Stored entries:
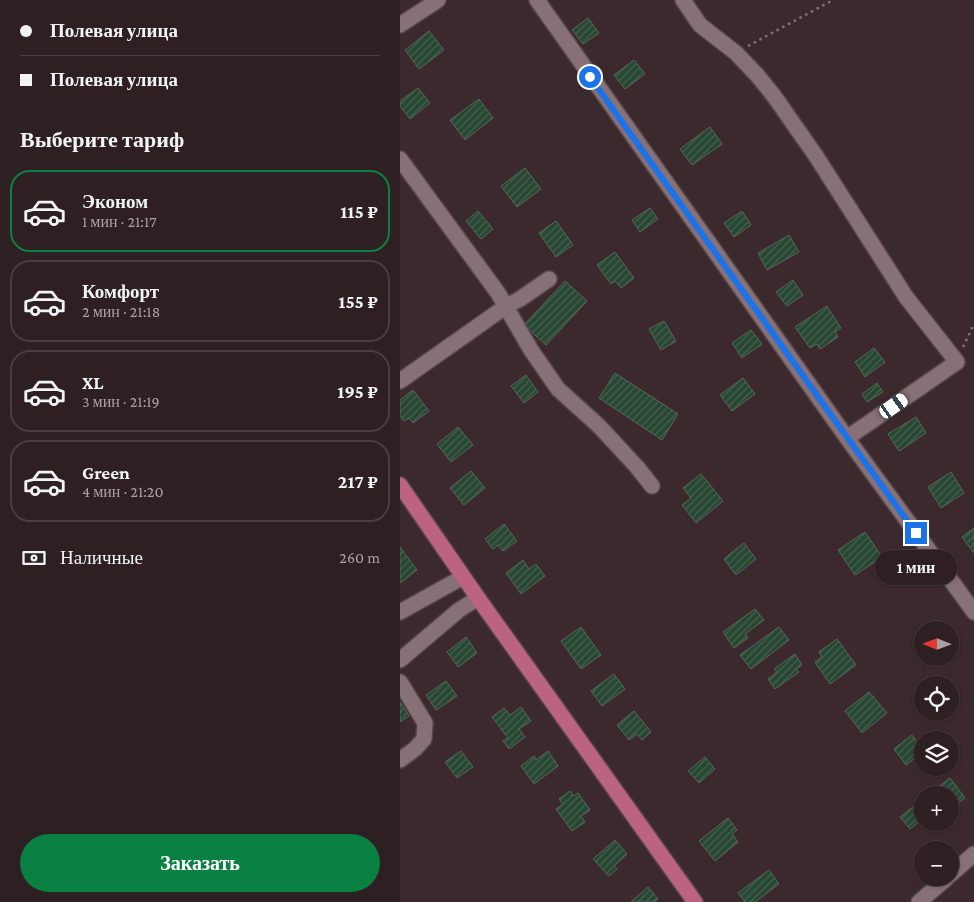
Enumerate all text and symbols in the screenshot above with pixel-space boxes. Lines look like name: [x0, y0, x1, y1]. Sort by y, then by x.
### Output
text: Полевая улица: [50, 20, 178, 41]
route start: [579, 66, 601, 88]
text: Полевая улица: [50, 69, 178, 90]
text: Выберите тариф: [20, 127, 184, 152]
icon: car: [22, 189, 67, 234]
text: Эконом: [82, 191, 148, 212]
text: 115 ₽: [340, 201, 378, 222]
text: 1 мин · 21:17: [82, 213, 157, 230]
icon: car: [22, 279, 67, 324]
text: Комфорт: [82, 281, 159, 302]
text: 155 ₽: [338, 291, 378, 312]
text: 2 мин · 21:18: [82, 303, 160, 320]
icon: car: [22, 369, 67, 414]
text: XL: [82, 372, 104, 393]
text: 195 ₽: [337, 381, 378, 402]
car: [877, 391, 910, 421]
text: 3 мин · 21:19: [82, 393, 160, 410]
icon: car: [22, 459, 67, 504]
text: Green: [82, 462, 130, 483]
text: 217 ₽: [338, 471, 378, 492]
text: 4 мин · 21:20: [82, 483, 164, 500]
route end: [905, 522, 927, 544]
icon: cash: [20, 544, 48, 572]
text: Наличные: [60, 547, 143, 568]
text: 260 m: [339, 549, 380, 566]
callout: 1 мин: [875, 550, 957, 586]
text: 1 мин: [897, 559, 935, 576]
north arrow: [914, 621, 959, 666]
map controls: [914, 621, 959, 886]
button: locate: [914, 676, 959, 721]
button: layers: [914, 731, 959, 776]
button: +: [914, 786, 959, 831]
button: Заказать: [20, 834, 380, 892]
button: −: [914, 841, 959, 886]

PROBLEM STATEMENT »
Your answer should be the lines above that contain the word "button", copied out.

TASK RESPONSE »
button: locate: [914, 676, 959, 721]
button: layers: [914, 731, 959, 776]
button: +: [914, 786, 959, 831]
button: Заказать: [20, 834, 380, 892]
button: −: [914, 841, 959, 886]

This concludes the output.